▸ WORK TO COMPLETE
Within the records below, find each line that holds the string "block", then copy it.

━━━ MATERIAL PROVIDED ━━━

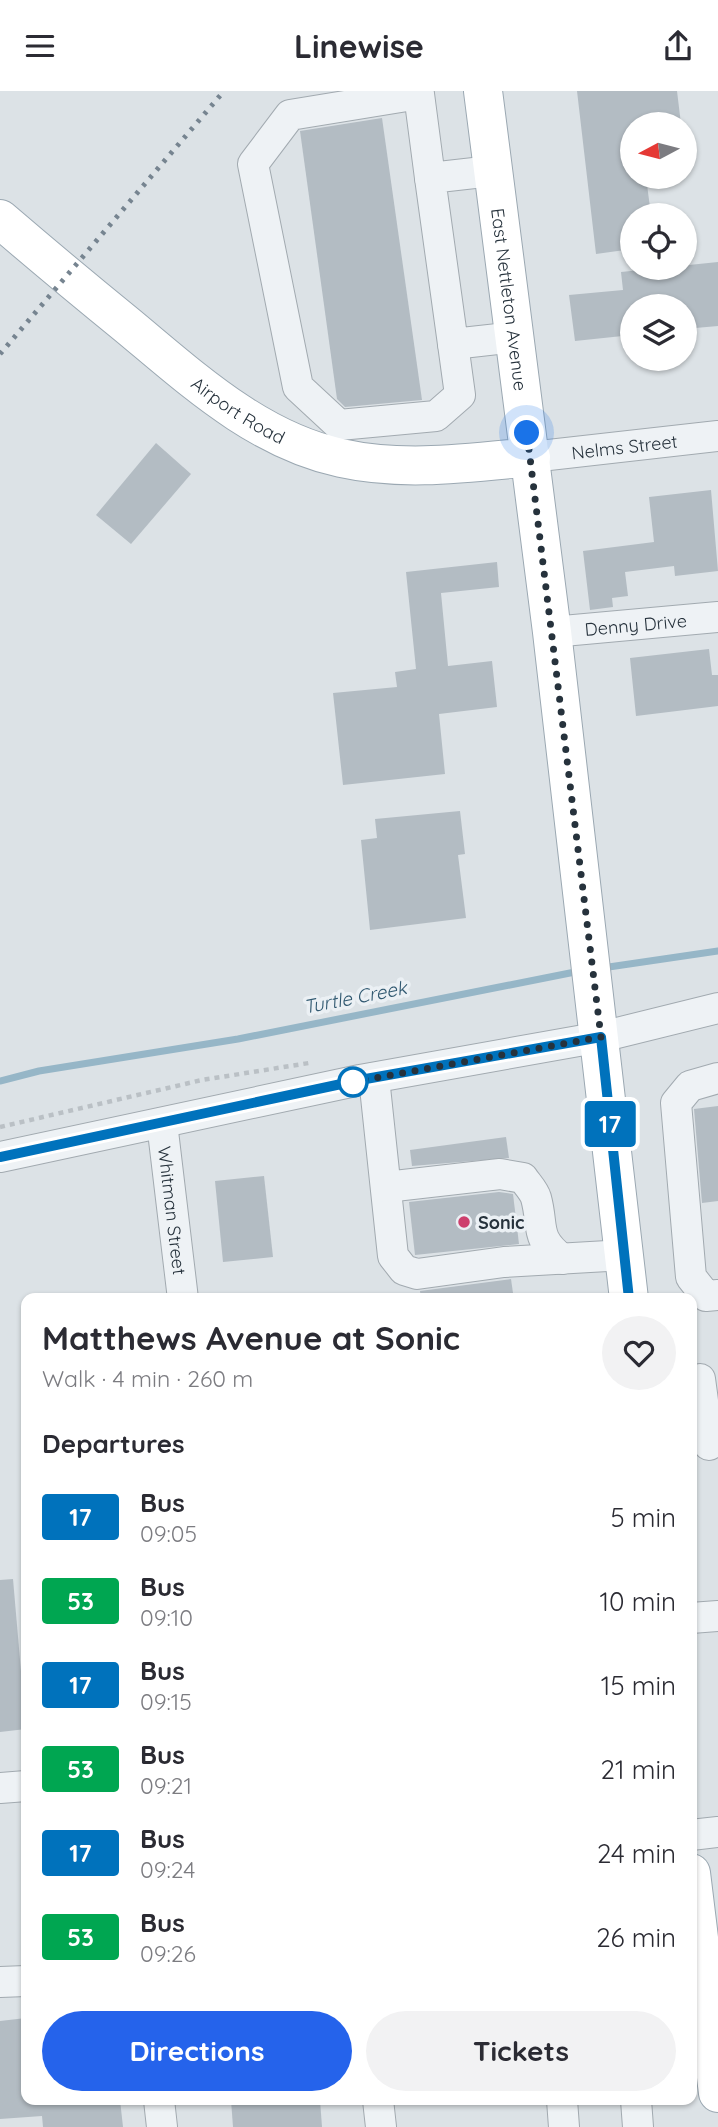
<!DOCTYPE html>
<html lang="en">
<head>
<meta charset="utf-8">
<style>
  body { margin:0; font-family:Quicksand,sans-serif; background:#f2f2f3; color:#2b2b33; height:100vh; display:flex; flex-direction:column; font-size:26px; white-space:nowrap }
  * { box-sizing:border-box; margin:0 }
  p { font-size:23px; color:#7c7c81 }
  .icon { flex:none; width:38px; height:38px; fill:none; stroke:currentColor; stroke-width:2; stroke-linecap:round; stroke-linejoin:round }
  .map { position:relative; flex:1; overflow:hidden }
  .drawer { position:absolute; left:21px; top:1202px; width:676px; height:812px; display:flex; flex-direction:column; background:#fff; border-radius:14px; box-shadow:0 2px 5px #0004 }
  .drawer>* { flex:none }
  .badge { padding:0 14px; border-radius:5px; font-size:24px; line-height:46px }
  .needle { width:46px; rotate:263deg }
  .fabs { position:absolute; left:620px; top:21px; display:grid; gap:14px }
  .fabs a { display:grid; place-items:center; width:77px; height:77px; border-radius:50%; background:#fff; box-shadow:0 2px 5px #0004; font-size:35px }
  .you { position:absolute; width:35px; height:35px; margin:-18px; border:5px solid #fff; border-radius:50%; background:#1a73e8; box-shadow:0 0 0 10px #1a73e833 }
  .map>.badge { position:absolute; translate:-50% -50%; box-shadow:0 0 0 4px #fff }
  h2 { padding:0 21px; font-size:26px; line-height:63px }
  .round { display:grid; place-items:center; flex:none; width:74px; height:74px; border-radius:37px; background:#f2f2f3 }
  .headline { display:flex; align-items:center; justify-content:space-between; height:119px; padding:0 21px }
  h1 { font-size:33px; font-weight:700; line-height:52px }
  .button { display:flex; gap:14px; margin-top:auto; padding:14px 21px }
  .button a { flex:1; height:80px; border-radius:42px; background:#2563eb; color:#fff; font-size:28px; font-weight:700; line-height:80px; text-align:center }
  .button a+a { background:#f2f2f3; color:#2b2b33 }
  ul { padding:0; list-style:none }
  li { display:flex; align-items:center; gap:21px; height:84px; padding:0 21px }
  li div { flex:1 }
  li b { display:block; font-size:26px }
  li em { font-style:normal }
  li .badge { min-width:77px; font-weight:700; text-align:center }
  header { display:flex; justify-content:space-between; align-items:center; height:91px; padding:0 21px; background:#fff; font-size:32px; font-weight:700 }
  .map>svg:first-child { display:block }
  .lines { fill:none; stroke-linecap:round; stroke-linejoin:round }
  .stream { stroke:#96b6c7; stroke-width:7 }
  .building { fill:#b3bcc3 }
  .minor-casing { stroke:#a2aab0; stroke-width:32 }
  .major-casing { stroke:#9ba8b2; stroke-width:40 }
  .path { stroke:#bac0c5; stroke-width:4.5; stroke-dasharray:5 5; stroke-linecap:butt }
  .minor { stroke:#eef2f5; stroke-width:30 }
  .major { stroke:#fff; stroke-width:38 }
  .rail { stroke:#768490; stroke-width:5; stroke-dasharray:3.5 7; stroke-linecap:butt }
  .line-casing { stroke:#fff; stroke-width:16 }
  .line { stroke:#0072bc; stroke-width:10 }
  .walk { stroke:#26323c; stroke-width:7; stroke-dasharray:0 12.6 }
  .stop-dot { fill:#fff; stroke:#0072bc; stroke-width:3.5 }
  .poi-dot { fill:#cd3f6d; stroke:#ebf0f4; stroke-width:2.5 }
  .labels { text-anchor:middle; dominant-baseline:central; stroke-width:7; stroke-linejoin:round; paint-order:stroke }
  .street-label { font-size:18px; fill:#26323c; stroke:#ebf0f4 }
  .poi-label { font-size:18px; font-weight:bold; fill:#26323c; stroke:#ebf0f4; text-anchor:start }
  .water-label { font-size:19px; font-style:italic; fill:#305870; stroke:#ebf0f4 }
</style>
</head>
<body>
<header><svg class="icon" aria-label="menu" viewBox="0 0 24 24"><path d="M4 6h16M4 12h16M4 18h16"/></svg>Linewise<svg class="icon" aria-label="share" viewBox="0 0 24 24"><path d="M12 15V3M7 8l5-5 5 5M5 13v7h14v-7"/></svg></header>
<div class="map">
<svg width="718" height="2036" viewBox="0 0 718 2036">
  <rect width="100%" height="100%" fill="#dce2e6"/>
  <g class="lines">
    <!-- stream -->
    <g class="stream">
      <path d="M602 877 718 860"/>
      <path d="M0 990 39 980 238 948 580 880"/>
    </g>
  </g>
  <!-- building -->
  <g class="building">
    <path d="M577 0H677L681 33H632V86H646L651 124H632V158L596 163Z"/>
    <path d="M382 27 422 309 345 316 337 308 300 40Z"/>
    <path d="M718 171V235L684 238V215H632V244L575 250 569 204 623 199 621 181Z"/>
    <path d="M156 352 191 383 131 453 96 424Z"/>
    <path d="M711 399 718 480 675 485 674 475 625 481 628 505 612 507 613 516 590 519 583 460 654 451 649 406Z"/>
    <path d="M497 471 499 496 441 502 448 575 492 570 497 616 439 623 445 683 343 694 333 602 397 596 395 581 416 578 406 481Z"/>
    <path d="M709 558 712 584H718V615L636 625 630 567Z"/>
    <path d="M460 720 465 763 458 764 466 827 370 839 361 749 377 747 375 728Z"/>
    <path d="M718 1015V1110L702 1112 694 1018Z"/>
    <path d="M506 1046 509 1067 412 1075 410 1059Z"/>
    <path d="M264 1085 273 1166 223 1171 215 1090Z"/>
    <path d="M499 1101 513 1103 519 1153 415 1164 409 1111Z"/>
    <path d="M511 1188 513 1202 472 1208H421L420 1200Z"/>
    <path d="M13 1488 26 1638 0 1641V1489Z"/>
    <path d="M26 1927V2009H120L123 2036H43L42 2025 0 2028V1930Z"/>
    <path d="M231 2009H320L322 2036H233Z"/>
  </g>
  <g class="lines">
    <!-- minor casing -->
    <g class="minor-casing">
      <g id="minor">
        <path d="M492 80 430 87 453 253 515 246"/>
        <path d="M430 87 419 3 290 24 253 73 298 296 339 334 436 325 460 304 453 253"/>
        <path id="s1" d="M531 366 718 345"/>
        <path id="s2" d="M552 541 718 526"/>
        <path d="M374 987 393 1165 404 1179 417 1183 504 1171 625 1164"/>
        <path d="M718 987 690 995 676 1012 691 1186 706 1205 718 1204"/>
        <path id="s3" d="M162 1032 183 1208"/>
        <path d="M0 1066 360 989 601 946 718 917"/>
        <path d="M386 1096 500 1083 523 1087C527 1093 534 1100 536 1107 544 1136 534 1146 562 1168"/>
        <path d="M700 1288 709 1354"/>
        <path d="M691 1527 718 1525"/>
        <path d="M0 1697 26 1695"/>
        <path d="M691 1744 718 1741"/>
        <path d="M0 1891 26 1890"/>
        <path d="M159 2009 162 2036"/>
        <path d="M378 2009 381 2036"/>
        <path d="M562 2009 564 2036"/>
        <path d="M636 2009 638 2036"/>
      </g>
    </g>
    <!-- major casing -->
    <g class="major-casing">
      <g id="major">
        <path id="s4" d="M483 0 552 541 629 1208"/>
        <path id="s5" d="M0 128C42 164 84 199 127 234 191 287 257 349 341 367 404 381 467 372 531 366"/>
        <path d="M691 1782 718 2002"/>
      </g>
    </g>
    <!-- path -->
    <path class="path" d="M0 1036 202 989 309 972"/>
    <!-- minor -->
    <use href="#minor" class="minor"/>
    <!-- major -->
    <use href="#major" class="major"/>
    <!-- rail -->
    <path class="rail" d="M0 263 224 0"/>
  </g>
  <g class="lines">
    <!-- line casing -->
    <g class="line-casing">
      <path id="line" d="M0 1066 360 989 601 946 629 1208"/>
    </g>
    <!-- line -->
    <use href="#line" class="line"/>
    <!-- walk -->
    <path class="walk" d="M353 991 601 946 527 342"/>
  </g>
  <!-- markers -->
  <circle class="stop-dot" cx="353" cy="991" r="14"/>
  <circle class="poi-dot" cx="464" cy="1131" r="7"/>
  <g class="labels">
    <!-- street labels -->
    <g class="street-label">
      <text stroke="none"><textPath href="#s4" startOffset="210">East Nettleton Avenue</textPath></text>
      <text stroke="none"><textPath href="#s5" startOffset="306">Airport Road</textPath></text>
      <text stroke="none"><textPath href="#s1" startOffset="94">Nelms Street</textPath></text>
      <text stroke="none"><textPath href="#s2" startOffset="84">Denny Drive</textPath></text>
      <text stroke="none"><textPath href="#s3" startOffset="88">Whitman Street</textPath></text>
    </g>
    <!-- poi labels -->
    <g class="poi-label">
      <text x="478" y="1131">Sonic</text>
    </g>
    <!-- water labels -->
    <g class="water-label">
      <text transform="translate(355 906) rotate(-11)">Turtle Creek</text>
    </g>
  </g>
</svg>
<div class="fabs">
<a><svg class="needle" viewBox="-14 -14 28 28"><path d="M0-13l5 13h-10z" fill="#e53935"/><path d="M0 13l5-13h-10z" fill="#7c7c81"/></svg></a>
<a><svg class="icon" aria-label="locate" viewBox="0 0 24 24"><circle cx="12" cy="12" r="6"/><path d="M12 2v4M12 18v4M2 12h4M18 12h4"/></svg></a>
<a><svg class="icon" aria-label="layers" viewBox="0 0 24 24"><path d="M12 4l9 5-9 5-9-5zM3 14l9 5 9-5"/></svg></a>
</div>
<div class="you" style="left:527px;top:342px"></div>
<b class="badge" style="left:610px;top:1033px;background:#0072bc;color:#fff">17</b>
<section class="drawer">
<div class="headline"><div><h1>Matthews Avenue at Sonic</h1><p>Walk · 4 min · 260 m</p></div><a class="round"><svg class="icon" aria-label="heart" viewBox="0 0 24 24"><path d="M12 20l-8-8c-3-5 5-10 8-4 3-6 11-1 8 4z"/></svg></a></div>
<h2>Departures</h2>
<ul>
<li><span class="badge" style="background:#0072bc;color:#fff">17</span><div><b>Bus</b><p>09:05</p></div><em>5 min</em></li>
<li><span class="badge" style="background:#00a651;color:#fff">53</span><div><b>Bus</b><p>09:10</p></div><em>10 min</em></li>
<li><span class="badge" style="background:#0072bc;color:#fff">17</span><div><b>Bus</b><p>09:15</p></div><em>15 min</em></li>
<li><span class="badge" style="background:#00a651;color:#fff">53</span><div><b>Bus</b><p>09:21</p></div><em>21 min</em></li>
<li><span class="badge" style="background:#0072bc;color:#fff">17</span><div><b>Bus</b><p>09:24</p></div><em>24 min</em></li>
<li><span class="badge" style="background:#00a651;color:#fff">53</span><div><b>Bus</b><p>09:26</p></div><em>26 min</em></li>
</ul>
<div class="button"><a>Directions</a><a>Tickets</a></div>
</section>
</div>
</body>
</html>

━━━

▸ WRITTEN SOLUTION
  li b { display:block; font-size:26px }
  .map>svg:first-child { display:block }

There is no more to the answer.